New Premier League pay-per-view service will ‘drive fans to illegal streams’ warns football finance expert following top-flight’s decision to charge £14.95-a-match for non-televised games this October

  • A Premier League pay-per-view service will charge fans £14.95 to watch games
  • Only those games not picked for normal TV coverage will be available on PPV 
  • Finance expert Kieran Maguire thinks fans will now watch more illegal streams
  • Maguire also thinks there is a potential Covid-19 health risk in the new service

The Premier League’s new pay-per-view service that charges fans £14.95 a match will drive supporters towards illegal streams, says football finance expert Kieran Maguire.

England’s top-flight announced that all matches in October will be broadcasted on TV, though games not chosen for the regular match times will be available via Sky Sports or BT Sport’s Box Office channels. 

Maguire, author of the ‘Price of Football’ book also claimed that Premier League clubs not normally picked for selection will not benefit as much as the bigger teams from this service.

The Premier League’s pay-per-view scheme will drive fans to illegal streams, says an expert

Top-flight matches not selected for TV will be priced at £14.95-a-game in the new service

Maguire told the BBC: ‘It is going to drive people towards piracy (and) it discriminates against the clubs that don’t tend to be on Sky Sports or BT that often.’ 

The idea was discussed with all 20 Premier League clubs, with Leicester City reportedly the only side to object to the new streaming service which will cost fans more money to watch Premier League football on television.

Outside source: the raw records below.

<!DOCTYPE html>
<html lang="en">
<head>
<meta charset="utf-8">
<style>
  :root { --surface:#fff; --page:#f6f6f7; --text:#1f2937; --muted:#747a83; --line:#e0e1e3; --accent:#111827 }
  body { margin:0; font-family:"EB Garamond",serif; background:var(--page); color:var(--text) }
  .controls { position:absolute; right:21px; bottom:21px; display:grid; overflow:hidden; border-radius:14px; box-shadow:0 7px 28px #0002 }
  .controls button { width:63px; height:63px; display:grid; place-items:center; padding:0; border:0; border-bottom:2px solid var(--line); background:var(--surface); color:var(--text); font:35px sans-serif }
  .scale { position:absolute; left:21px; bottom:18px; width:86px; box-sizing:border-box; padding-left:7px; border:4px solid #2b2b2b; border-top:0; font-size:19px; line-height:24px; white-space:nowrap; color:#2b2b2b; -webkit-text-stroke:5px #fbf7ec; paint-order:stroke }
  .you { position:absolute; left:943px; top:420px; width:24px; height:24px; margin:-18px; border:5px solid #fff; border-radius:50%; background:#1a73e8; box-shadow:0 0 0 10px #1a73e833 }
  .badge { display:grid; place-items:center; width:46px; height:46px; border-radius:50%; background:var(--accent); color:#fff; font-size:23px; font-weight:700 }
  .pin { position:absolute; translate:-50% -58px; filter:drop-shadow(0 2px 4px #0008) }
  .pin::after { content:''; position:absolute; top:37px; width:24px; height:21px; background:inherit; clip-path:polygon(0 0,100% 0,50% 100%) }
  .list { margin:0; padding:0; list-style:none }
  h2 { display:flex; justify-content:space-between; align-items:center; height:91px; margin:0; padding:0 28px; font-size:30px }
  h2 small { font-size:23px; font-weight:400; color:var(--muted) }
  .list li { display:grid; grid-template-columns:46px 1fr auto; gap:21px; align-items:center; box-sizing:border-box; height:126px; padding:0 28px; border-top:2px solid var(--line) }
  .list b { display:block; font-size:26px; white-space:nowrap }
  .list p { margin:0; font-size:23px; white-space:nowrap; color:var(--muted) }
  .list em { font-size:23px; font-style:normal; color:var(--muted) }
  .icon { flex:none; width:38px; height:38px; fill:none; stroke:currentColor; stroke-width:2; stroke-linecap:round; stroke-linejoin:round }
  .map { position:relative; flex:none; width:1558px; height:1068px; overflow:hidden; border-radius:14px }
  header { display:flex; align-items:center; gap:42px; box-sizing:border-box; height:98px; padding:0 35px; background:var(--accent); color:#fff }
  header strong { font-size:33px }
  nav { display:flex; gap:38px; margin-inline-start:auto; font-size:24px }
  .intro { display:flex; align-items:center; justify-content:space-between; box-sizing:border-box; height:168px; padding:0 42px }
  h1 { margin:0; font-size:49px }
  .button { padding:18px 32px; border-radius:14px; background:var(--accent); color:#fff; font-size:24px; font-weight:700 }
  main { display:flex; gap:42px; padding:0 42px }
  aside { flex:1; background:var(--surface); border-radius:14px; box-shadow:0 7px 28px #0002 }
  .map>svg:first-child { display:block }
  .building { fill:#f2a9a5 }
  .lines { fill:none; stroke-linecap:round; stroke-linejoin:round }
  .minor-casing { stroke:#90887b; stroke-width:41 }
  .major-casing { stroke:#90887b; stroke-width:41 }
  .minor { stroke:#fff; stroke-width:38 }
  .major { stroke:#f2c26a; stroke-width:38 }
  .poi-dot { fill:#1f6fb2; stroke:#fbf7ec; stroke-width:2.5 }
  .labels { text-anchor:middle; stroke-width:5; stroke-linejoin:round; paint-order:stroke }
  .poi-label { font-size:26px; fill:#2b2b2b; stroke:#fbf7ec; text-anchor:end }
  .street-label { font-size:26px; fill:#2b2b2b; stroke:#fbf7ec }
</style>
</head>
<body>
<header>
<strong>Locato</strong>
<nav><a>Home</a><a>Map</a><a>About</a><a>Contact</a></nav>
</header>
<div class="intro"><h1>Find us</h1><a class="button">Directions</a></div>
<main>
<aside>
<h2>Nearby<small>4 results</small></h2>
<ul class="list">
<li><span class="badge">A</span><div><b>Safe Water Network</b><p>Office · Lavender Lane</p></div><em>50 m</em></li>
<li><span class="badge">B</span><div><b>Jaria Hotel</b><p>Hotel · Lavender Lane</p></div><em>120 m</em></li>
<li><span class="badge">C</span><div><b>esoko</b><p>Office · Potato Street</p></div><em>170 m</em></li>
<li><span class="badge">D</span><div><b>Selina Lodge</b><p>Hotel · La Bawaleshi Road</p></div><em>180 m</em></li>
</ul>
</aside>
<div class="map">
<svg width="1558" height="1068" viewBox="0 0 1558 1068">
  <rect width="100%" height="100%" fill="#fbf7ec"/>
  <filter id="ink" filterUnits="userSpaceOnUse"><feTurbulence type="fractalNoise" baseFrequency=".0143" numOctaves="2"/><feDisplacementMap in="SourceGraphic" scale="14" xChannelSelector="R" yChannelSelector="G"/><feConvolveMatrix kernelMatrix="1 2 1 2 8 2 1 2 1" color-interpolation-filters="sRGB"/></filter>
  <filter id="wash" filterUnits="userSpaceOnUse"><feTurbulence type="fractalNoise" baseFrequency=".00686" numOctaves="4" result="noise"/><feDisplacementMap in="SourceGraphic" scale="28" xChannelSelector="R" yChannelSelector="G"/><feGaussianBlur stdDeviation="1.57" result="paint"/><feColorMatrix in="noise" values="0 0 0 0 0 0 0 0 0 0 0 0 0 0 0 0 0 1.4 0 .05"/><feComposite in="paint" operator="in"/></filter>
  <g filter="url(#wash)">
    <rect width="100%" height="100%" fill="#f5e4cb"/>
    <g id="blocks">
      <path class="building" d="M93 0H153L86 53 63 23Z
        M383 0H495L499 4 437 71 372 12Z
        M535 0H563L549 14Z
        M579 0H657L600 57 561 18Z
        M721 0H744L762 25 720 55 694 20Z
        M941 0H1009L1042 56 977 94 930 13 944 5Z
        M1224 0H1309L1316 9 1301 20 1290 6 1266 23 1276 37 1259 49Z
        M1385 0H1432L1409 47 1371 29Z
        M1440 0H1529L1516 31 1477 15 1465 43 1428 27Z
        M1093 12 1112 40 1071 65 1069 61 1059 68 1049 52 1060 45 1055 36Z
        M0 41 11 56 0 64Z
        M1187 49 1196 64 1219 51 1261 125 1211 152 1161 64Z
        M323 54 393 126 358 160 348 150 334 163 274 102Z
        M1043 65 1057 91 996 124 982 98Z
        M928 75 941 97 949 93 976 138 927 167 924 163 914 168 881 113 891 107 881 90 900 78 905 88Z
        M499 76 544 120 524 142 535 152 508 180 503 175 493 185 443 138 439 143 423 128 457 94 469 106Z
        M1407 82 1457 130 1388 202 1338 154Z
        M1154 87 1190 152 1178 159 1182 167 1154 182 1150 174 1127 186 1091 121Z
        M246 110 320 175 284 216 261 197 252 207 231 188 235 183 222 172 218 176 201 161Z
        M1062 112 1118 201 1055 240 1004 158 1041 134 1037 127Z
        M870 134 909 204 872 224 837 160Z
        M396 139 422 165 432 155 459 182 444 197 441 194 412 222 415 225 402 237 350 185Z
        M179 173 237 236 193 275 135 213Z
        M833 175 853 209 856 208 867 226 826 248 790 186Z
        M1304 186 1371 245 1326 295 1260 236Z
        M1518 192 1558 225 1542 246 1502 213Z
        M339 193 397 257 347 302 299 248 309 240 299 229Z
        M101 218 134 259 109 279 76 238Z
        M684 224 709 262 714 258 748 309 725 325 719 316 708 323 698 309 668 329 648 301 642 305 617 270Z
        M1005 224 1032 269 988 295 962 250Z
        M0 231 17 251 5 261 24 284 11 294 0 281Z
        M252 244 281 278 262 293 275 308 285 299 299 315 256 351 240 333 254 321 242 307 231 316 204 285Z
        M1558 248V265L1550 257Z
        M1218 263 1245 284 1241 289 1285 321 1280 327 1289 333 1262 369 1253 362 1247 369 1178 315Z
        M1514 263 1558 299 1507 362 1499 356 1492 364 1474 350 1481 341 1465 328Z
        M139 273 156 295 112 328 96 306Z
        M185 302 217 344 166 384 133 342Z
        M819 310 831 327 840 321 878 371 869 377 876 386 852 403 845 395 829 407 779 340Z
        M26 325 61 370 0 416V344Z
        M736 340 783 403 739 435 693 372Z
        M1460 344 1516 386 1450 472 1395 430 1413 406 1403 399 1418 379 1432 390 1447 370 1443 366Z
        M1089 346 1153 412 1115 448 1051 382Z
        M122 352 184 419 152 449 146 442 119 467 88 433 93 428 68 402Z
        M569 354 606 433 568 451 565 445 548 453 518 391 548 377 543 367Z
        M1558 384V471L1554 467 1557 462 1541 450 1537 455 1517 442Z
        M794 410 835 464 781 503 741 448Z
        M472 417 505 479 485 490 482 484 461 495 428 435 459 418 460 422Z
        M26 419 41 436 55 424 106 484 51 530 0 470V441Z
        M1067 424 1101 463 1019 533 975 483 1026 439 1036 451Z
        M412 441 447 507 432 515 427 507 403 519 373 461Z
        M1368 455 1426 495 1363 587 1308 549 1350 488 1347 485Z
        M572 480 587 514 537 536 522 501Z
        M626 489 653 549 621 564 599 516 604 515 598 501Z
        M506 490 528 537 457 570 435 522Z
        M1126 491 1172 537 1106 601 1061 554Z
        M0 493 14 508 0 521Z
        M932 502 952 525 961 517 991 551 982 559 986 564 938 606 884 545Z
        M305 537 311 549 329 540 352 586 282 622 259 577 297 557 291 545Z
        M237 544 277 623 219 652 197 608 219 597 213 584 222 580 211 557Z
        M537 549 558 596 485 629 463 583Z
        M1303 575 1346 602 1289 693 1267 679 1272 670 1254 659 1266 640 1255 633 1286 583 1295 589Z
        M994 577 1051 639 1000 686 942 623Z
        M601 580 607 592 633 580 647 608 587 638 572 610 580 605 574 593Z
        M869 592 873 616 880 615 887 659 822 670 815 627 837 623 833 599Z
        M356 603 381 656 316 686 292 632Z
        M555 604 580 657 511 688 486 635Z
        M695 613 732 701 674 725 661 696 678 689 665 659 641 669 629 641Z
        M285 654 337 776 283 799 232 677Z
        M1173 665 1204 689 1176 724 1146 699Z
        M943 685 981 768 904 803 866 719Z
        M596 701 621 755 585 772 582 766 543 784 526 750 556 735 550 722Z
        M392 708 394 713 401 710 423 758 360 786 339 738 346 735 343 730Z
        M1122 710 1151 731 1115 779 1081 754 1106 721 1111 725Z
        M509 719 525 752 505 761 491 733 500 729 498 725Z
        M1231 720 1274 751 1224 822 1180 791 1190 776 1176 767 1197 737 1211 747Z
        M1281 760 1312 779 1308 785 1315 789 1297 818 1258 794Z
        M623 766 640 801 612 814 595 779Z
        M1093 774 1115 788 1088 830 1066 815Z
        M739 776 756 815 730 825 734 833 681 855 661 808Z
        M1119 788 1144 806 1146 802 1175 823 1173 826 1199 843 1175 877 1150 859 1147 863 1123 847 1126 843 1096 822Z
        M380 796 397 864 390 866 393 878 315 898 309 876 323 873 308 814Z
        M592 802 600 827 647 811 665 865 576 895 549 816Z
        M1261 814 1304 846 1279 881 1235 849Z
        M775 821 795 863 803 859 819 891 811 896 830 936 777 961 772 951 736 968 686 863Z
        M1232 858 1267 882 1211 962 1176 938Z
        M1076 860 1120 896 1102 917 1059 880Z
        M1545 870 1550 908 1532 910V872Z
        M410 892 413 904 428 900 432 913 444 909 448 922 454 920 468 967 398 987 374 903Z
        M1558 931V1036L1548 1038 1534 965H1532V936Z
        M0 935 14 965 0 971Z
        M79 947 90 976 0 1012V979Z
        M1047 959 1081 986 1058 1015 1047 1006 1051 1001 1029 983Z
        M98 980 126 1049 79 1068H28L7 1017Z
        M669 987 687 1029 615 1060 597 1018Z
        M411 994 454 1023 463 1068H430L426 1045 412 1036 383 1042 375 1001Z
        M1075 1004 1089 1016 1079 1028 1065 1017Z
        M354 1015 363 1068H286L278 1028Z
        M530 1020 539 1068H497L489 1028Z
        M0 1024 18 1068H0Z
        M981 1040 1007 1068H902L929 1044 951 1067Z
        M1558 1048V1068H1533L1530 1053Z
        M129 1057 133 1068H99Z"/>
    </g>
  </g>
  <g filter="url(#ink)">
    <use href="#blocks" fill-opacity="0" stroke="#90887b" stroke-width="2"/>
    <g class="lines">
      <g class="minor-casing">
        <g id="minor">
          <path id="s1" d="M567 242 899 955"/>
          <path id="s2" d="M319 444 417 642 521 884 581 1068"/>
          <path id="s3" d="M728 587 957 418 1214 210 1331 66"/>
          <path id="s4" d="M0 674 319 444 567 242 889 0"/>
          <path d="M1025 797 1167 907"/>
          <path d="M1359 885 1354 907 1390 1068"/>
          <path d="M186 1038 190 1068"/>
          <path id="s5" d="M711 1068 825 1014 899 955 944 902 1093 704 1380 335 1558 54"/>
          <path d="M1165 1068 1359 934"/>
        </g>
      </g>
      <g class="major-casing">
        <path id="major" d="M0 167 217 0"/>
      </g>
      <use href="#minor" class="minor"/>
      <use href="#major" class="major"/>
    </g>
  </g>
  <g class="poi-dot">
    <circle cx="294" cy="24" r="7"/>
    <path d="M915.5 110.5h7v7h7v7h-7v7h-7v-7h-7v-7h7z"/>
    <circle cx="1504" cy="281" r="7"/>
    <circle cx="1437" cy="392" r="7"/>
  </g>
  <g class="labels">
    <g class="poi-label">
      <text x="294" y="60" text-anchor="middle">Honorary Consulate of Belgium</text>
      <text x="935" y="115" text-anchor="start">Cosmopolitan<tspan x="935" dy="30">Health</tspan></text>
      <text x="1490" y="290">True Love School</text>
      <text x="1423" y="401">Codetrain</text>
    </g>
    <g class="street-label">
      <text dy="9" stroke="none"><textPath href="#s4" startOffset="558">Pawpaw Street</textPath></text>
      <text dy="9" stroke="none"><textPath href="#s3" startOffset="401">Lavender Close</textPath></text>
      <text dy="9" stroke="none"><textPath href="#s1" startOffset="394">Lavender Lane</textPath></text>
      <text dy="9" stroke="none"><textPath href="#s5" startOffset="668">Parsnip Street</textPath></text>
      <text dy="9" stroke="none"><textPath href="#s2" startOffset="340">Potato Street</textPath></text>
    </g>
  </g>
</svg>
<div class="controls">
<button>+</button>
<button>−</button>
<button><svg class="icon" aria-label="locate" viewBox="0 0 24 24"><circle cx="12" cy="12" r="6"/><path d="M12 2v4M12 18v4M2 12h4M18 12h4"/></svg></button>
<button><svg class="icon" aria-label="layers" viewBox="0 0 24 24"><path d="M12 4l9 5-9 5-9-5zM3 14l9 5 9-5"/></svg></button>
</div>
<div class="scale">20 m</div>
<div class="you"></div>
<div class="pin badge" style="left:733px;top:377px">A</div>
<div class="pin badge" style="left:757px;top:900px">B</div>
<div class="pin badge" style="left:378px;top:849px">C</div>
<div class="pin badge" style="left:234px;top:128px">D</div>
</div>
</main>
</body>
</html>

If a fan wants to watch all of the games, they would need to take up subscriptions for Sky Sports, BT Sport, Amazon Prime plus the £14.95-a-match service. 

The Premier League is charging more money than the EFL (£10) as they have more cameras

The Premier League is following the EFL, who have the iFollow service which allows fans to watch Football League matches – including 3pm kick-offs – for £10.

England’s top division, which is widely regarded as one of the best leagues in the world, have claimed that they need to charge more than the Football League as they have more cameras around the pitch.

Maguire calls this theory ‘flawed’, while he also believes fans will share the £14.95 match pass with friends which could be a health risk. 

Maguire believes fans will share the £14.95 match pass which could be a Covid-19 health risk

He added: ‘Families and friends are going to gather together, which completely goes against what we are trying to achieve by discouraging people from going into other people’s houses. 

‘If they got the pricing right it might have been fine, but nobody actually knows what is happening with the money.

‘Is it going into a central pot? Is it being used to bail out lower league clubs? Or is it going to be kept by the individual clubs who are playing these particular matches? It all seems to be a bit ill-thought through.’